Exercise details: Each line of the records that includes "function" should be found and copied.

******

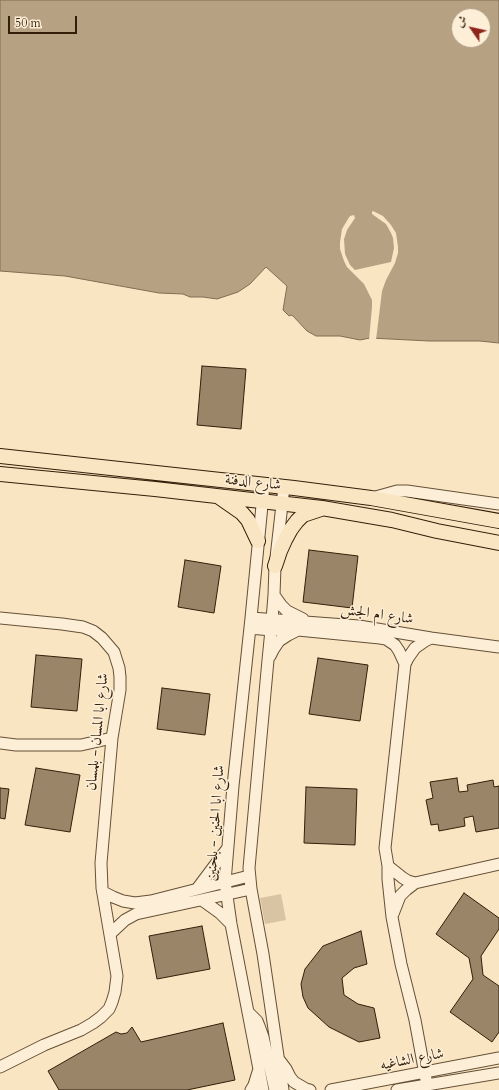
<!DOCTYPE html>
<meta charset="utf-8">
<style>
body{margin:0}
#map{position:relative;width:499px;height:1090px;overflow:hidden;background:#fae5c2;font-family:Cardo,Amiri,serif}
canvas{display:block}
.north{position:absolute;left:451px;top:8px;width:40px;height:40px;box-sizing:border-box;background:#fceed7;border:1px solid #ac9b85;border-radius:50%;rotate:304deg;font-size:11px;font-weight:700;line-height:16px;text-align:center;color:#331e09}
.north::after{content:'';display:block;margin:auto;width:14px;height:18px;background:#8f2418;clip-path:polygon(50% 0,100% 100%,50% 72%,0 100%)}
.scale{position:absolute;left:8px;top:16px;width:69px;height:18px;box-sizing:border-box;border:2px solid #331e09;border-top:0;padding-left:5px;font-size:12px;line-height:14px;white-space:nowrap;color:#331e09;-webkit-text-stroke:3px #fceed7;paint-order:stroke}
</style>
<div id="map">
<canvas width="499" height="1090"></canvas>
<div class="north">ش</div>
<div class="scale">50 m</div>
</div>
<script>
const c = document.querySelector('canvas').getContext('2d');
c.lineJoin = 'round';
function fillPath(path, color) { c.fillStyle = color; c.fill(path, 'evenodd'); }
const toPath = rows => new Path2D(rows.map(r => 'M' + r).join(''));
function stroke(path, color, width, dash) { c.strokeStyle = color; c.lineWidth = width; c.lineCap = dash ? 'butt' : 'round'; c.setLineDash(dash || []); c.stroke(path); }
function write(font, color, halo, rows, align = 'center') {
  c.font = font + ' Cardo,Amiri,serif'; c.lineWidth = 3; c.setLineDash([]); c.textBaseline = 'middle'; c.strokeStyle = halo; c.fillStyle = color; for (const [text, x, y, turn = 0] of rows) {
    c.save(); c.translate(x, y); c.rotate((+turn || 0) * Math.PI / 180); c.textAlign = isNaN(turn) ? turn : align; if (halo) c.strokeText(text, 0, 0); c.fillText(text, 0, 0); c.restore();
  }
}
fillPath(toPath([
 [281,894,286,920,265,924,260,898]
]), '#d8c3a3');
const water = toPath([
 [0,0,499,0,499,343,480,341,429,341,370,338,360,340,340,336,316,336,307,331,293,316,291,315,289,316,283,310,287,286,266,267,250,284,238,292,217,299,203,297,190,297,183,294,159,293,65,276,0,271,0,0],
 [459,16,483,16,483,40,459,40,459,16]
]);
fillPath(water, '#b6a183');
stroke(water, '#826d52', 1);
fillPath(toPath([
 [373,211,383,216,391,225,396,233,398,247,398,253,395,263,386,280,382,291,376,340,369,340,372,307,372,300,364,284,347,267,344,261,340,249,340,242,342,229,348,219,350,216,354,215,355,218,347,230,344,239,345,254,350,265,355,270,391,262,394,248,393,238,391,233,386,224,372,214,372,212]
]), '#fae5c2');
const building = toPath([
 [202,366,246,369,241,429,197,425,202,366],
 [309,550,358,556,352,608,303,602,309,550],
 [185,560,221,566,214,613,178,607,185,560],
 [36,655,82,659,77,711,31,707,36,655],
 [318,658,368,665,360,721,309,714,318,658],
 [162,688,210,694,205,735,157,729,162,688],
 [36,768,80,775,70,832,25,825,36,768],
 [457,778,459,792,468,791,467,785,493,780,494,787,499,786,499,828,476,832,473,816,464,818,465,826,439,831,438,824,431,825,426,800,433,798,430,782,457,778],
 [306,787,357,789,355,845,304,843,306,787],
 [0,788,9,789,5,819,0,818,0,788],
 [464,893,499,918,499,929,481,956,483,975,499,986,499,1032,492,1042,450,1012,473,979,469,958,436,934,464,893],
 [202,926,210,969,157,979,149,936,202,926],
 [361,931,367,964,354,968,342,978,344,995,358,1004,374,1008,380,1038,359,1042,329,1027,308,1008,303,997,301,984,305,969,323,946,361,931],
 [223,1023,235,1080,187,1090,59,1090,48,1071,116,1032,121,1034,127,1033,132,1027,141,1042,223,1023]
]);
fillPath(building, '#9a8569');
stroke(building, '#331e09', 1);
const minor = toPath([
 [372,498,397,491,407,491,499,504],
 [274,595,281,605,287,611,303,619],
 [0,618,62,624,83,627,93,631,102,638,114,652,119,668,120,677,120,690,112,738,101,863,102,888,117,976,115,992,112,1002,109,1009,101,1017,93,1023,81,1030,44,1045,0,1067],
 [251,618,359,626,431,638,499,647],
 [250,628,271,630,298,630,380,638,386,639,395,645,399,651,405,664],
 [270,656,273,650,279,641,288,635,296,631],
 [0,743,16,745,81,745,112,738],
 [388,866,403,878,408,881,415,883,499,864],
 [197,889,227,849],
 [103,892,113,897,123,901,135,903,151,901,249,876],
 [202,900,220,913,231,924],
 [393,914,400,896,406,890,415,883],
 [110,934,125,920,136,914,251,889],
 [248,1012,257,1021,259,1026,263,1037,275,1090],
 [280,1061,286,1069,290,1077,294,1082,306,1089,310,1090],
 [427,1085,415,1020,401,964,392,917,388,879,388,866,385,848,405,664,408,658,415,648,425,641,431,638],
 [251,1090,254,1085,258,1072],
 [263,1090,231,924,225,882,233,786,251,618,264,485],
 [283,1090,263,954,251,889,249,868,268,660,272,620,274,595,275,566,284,487],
 [331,1090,499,1058],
 [397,1090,499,1073]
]);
const major = toPath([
 [0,456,294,488,371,498,499,521],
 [0,474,155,489,322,508,392,520,437,531,499,543],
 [219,497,242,513,248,520,258,541],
 [275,566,280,551,285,540,291,529,297,521,303,515,321,509]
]);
stroke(minor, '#655037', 13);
stroke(major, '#331e09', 16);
stroke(minor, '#fceed7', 11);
stroke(major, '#fae5c2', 14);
write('15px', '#331e09', '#fceed7', [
 ["شارع الدفنة",253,483,6],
 ["شارع ام الجش",377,615,8],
 ["شارع ابا المسان - بلمسان",98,732,-84],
 ["شارع ابا الحنين - بلحنين",216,823,-86],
 ["شارع الشاغيه",412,1060,-11]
]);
</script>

******

Task result:
function fillPath(path, color) { c.fillStyle = color; c.fill(path, 'evenodd'); }
function stroke(path, color, width, dash) { c.strokeStyle = color; c.lineWidth = width; c.lineCap = dash ? 'butt' : 'round'; c.setLineDash(dash || []); c.stroke(path); }
function write(font, color, halo, rows, align = 'center') {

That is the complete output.